## Assignment:
Copy each line below that includes "picture".

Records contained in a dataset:
------------
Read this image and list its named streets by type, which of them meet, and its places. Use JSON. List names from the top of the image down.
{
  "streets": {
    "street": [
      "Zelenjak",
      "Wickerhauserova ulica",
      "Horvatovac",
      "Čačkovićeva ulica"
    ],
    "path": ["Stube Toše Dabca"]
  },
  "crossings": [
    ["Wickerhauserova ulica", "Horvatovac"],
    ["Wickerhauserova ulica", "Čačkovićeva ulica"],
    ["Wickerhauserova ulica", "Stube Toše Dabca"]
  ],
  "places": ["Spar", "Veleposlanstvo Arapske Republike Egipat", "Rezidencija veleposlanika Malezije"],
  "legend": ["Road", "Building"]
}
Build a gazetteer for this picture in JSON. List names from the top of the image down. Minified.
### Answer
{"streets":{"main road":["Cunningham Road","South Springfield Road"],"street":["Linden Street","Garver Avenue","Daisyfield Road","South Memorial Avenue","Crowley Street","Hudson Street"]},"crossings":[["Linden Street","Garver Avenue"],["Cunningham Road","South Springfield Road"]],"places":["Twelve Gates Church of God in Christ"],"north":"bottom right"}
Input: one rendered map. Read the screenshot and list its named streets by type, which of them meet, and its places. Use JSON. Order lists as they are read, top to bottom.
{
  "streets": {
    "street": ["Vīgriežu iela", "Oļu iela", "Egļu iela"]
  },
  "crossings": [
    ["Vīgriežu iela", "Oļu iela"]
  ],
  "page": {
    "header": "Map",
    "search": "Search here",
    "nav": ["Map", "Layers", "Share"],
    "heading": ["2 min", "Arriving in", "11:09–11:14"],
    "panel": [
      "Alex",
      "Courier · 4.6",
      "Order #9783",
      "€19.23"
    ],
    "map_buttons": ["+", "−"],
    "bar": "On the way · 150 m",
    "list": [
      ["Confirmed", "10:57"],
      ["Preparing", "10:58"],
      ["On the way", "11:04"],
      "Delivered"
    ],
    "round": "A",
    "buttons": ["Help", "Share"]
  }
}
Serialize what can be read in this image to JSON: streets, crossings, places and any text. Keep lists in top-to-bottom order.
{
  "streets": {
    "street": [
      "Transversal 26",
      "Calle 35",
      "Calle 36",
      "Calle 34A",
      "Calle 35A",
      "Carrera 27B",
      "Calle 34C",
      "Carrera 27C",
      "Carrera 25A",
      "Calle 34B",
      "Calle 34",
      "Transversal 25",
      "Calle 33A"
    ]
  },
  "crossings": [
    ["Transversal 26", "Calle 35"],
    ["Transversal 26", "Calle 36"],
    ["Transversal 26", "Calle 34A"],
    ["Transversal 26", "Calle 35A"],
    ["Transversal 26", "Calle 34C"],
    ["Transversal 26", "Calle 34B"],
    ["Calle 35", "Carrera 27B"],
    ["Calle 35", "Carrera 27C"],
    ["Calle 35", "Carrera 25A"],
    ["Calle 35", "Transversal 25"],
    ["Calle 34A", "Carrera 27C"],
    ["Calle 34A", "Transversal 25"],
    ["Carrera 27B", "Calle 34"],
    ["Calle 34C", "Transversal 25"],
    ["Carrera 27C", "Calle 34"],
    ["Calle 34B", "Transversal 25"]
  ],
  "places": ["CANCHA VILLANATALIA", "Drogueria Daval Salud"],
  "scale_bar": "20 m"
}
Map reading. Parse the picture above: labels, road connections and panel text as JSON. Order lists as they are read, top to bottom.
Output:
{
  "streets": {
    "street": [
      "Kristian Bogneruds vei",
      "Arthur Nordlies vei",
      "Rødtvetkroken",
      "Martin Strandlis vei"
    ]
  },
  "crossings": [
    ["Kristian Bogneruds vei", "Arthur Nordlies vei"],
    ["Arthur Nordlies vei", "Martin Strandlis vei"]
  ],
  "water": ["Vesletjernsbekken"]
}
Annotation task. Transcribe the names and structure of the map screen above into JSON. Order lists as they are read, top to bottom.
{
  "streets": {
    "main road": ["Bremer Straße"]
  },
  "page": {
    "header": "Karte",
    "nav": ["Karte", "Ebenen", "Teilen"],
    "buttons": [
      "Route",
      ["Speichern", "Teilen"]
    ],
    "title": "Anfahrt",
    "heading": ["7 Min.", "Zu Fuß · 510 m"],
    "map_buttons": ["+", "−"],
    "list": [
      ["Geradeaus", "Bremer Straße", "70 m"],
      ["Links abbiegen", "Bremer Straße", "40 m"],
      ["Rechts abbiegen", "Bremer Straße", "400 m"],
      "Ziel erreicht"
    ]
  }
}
------------
## Task solution:
Build a gazetteer for this picture in JSON. List names from the top of the image down. Minified.
Map reading. Parse the picture above: labels, road connections and panel text as JSON. Order lists as they are read, top to bottom.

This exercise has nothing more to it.